» Working data
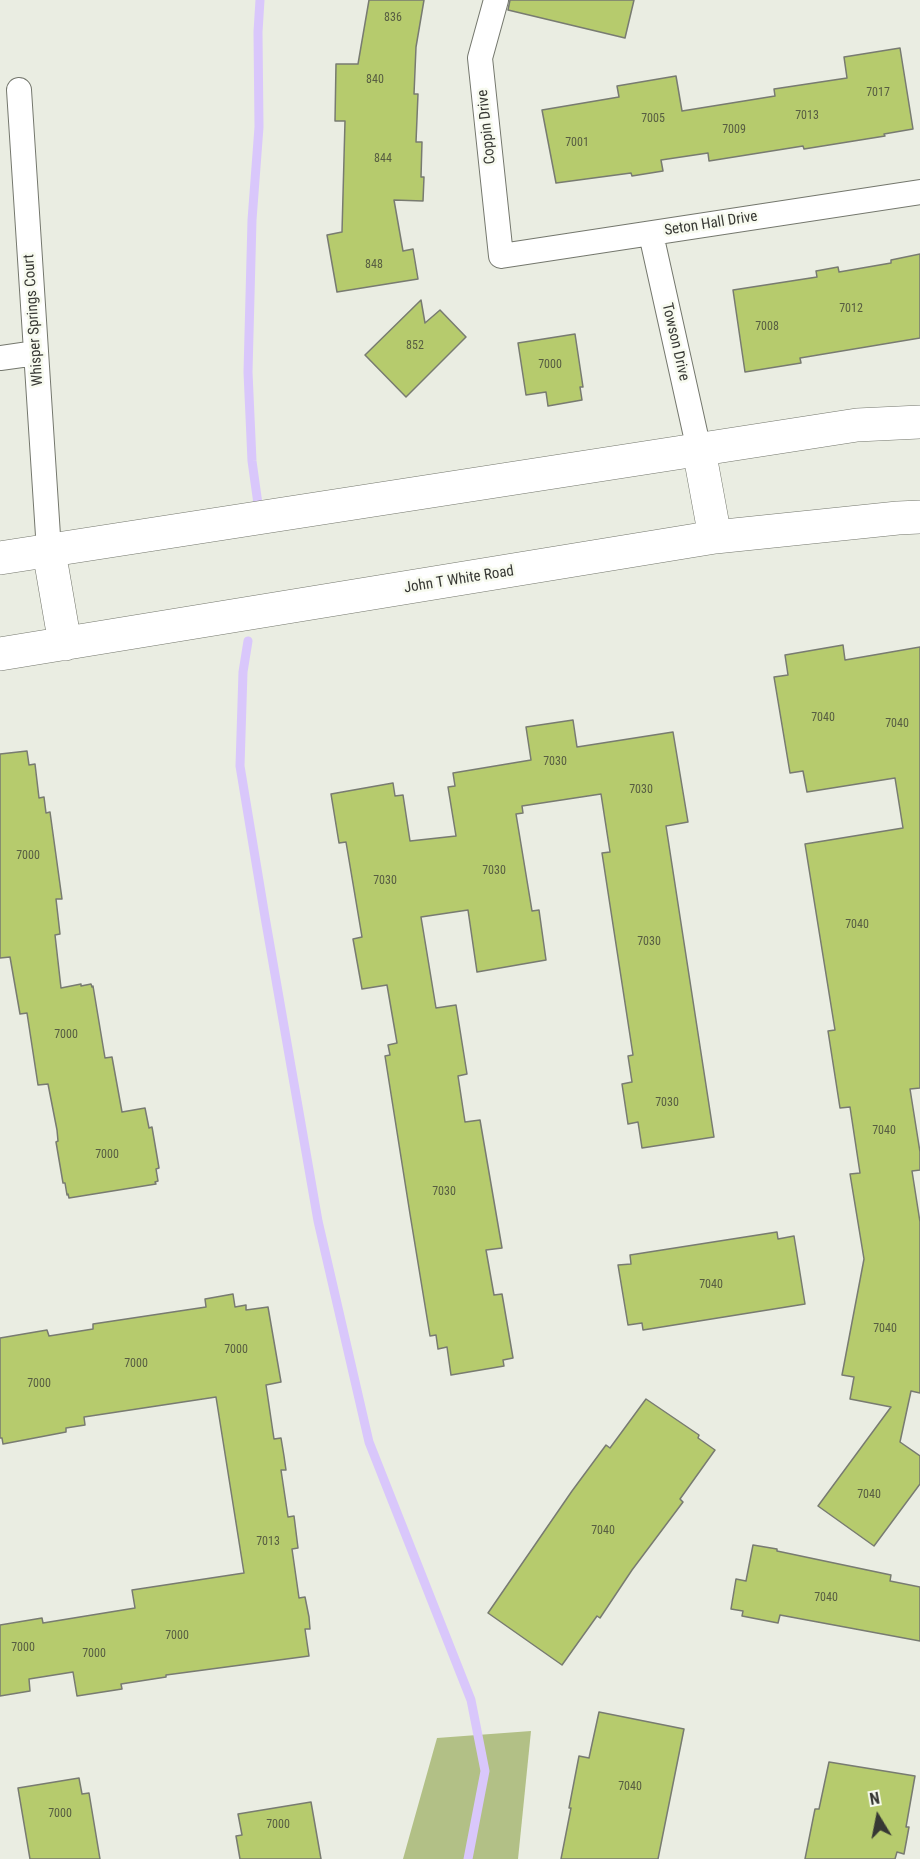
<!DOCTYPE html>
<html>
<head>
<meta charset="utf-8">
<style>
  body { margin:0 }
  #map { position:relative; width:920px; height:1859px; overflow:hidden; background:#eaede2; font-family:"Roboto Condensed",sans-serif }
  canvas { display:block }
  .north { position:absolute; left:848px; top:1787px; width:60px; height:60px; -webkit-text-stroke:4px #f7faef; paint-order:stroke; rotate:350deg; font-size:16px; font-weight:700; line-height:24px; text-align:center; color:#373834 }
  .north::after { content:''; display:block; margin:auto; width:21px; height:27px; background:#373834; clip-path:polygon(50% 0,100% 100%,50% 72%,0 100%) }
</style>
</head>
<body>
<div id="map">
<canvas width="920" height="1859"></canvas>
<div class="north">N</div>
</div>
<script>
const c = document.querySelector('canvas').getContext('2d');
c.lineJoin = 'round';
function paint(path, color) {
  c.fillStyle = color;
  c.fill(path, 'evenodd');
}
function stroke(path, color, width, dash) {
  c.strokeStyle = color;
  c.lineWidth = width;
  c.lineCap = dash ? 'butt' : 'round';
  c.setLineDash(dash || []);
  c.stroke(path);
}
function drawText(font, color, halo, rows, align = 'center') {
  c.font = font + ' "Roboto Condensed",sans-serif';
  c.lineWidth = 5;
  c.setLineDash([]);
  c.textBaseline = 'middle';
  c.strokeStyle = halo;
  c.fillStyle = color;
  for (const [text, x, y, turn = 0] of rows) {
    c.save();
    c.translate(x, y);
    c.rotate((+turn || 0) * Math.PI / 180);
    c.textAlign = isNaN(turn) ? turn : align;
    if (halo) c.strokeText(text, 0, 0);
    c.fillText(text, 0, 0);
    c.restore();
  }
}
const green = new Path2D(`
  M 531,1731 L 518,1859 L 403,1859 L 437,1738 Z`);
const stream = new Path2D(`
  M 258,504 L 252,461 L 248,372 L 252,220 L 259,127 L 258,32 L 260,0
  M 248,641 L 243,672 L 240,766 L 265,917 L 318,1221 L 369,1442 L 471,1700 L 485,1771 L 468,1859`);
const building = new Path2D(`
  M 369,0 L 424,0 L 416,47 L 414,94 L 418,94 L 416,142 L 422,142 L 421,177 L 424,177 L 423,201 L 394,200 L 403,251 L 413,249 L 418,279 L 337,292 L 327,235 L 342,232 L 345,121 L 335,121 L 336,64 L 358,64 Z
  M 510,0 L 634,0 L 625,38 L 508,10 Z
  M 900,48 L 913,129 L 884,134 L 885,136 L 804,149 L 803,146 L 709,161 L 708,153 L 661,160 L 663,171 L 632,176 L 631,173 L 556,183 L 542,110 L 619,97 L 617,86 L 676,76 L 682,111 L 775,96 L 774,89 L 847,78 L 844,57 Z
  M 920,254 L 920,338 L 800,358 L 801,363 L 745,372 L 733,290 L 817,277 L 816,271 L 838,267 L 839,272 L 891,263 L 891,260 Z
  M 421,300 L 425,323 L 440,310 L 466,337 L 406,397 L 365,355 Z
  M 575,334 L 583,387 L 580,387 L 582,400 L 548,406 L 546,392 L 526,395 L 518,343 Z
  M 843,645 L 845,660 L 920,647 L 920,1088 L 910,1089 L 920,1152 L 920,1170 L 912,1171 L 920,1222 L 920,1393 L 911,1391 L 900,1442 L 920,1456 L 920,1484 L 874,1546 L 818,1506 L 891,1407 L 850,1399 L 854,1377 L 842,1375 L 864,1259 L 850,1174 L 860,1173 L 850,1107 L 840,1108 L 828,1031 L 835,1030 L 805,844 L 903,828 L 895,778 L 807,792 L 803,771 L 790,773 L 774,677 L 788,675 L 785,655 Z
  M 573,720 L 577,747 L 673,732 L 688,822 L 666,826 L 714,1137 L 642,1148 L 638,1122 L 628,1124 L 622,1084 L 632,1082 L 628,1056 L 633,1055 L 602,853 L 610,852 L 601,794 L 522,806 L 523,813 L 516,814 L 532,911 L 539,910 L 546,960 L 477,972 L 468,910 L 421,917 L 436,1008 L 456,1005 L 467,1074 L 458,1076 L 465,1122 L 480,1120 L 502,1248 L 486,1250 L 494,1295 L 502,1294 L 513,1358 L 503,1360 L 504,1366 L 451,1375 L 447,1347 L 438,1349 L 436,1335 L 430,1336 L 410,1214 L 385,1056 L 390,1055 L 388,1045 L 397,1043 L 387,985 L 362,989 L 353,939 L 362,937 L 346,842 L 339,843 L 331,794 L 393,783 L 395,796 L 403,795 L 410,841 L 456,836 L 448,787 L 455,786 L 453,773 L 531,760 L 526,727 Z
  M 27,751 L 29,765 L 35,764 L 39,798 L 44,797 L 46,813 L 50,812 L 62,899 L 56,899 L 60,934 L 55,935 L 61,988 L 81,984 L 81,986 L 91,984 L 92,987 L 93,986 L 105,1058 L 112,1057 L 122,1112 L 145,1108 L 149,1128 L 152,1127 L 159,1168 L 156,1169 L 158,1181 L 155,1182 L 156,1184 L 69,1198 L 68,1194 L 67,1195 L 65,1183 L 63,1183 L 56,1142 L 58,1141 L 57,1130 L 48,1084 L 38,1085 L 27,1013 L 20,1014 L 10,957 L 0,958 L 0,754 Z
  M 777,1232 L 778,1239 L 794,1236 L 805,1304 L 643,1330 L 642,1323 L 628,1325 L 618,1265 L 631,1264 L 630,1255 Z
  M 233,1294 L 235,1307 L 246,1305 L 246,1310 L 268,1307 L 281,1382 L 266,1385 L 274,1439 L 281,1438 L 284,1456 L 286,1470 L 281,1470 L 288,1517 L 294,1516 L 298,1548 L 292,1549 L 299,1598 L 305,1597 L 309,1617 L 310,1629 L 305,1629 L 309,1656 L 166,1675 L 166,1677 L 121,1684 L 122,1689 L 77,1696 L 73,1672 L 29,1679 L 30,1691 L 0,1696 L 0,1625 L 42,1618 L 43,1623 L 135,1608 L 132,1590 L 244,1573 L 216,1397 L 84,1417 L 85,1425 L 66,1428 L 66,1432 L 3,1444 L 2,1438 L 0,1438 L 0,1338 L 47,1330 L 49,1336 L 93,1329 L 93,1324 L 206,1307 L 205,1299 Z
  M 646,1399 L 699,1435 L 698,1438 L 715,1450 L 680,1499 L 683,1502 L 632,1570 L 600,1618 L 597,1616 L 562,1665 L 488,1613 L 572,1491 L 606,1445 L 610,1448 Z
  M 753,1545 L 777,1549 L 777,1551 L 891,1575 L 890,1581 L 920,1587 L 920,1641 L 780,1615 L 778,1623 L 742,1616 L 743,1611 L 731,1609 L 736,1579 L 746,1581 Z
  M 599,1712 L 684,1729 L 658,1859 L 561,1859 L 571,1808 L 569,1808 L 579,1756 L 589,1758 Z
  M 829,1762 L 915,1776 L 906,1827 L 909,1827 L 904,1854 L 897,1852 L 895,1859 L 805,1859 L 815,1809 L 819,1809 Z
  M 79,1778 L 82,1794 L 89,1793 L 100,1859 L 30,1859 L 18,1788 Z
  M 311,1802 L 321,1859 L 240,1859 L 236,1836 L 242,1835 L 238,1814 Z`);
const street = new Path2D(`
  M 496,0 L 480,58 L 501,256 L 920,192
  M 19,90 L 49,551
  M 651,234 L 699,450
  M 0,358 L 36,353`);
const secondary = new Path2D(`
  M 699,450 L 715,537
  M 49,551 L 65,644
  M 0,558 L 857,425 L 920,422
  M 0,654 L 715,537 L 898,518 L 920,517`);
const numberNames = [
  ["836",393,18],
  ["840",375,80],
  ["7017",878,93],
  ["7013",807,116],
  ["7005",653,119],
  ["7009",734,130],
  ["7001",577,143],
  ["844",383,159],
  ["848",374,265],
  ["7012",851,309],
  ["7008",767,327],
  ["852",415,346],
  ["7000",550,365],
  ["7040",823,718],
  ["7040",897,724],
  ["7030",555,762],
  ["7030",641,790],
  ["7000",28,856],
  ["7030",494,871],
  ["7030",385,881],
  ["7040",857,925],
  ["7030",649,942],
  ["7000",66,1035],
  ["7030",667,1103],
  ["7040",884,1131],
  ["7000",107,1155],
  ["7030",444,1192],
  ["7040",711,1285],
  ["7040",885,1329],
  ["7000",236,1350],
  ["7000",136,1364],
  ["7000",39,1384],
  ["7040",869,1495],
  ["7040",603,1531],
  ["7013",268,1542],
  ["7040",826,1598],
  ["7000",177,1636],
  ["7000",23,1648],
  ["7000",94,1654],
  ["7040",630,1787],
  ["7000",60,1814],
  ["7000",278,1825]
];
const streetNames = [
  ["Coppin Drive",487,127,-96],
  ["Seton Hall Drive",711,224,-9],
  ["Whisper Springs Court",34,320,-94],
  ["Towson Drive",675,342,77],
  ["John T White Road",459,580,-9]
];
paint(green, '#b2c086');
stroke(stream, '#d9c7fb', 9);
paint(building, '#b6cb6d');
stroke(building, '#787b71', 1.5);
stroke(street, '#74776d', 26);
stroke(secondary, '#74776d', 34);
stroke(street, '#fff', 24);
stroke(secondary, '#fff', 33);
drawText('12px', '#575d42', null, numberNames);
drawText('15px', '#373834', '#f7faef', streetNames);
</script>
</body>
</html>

» Prompt
Print exactly the lines of the listing above starting at the line containing "const stream = new" and ending at the line containing "M 843,645 L", both included.

» Solution
const stream = new Path2D(`
  M 258,504 L 252,461 L 248,372 L 252,220 L 259,127 L 258,32 L 260,0
  M 248,641 L 243,672 L 240,766 L 265,917 L 318,1221 L 369,1442 L 471,1700 L 485,1771 L 468,1859`);
const building = new Path2D(`
  M 369,0 L 424,0 L 416,47 L 414,94 L 418,94 L 416,142 L 422,142 L 421,177 L 424,177 L 423,201 L 394,200 L 403,251 L 413,249 L 418,279 L 337,292 L 327,235 L 342,232 L 345,121 L 335,121 L 336,64 L 358,64 Z
  M 510,0 L 634,0 L 625,38 L 508,10 Z
  M 900,48 L 913,129 L 884,134 L 885,136 L 804,149 L 803,146 L 709,161 L 708,153 L 661,160 L 663,171 L 632,176 L 631,173 L 556,183 L 542,110 L 619,97 L 617,86 L 676,76 L 682,111 L 775,96 L 774,89 L 847,78 L 844,57 Z
  M 920,254 L 920,338 L 800,358 L 801,363 L 745,372 L 733,290 L 817,277 L 816,271 L 838,267 L 839,272 L 891,263 L 891,260 Z
  M 421,300 L 425,323 L 440,310 L 466,337 L 406,397 L 365,355 Z
  M 575,334 L 583,387 L 580,387 L 582,400 L 548,406 L 546,392 L 526,395 L 518,343 Z
  M 843,645 L 845,660 L 920,647 L 920,1088 L 910,1089 L 920,1152 L 920,1170 L 912,1171 L 920,1222 L 920,1393 L 911,1391 L 900,1442 L 920,1456 L 920,1484 L 874,1546 L 818,1506 L 891,1407 L 850,1399 L 854,1377 L 842,1375 L 864,1259 L 850,1174 L 860,1173 L 850,1107 L 840,1108 L 828,1031 L 835,1030 L 805,844 L 903,828 L 895,778 L 807,792 L 803,771 L 790,773 L 774,677 L 788,675 L 785,655 Z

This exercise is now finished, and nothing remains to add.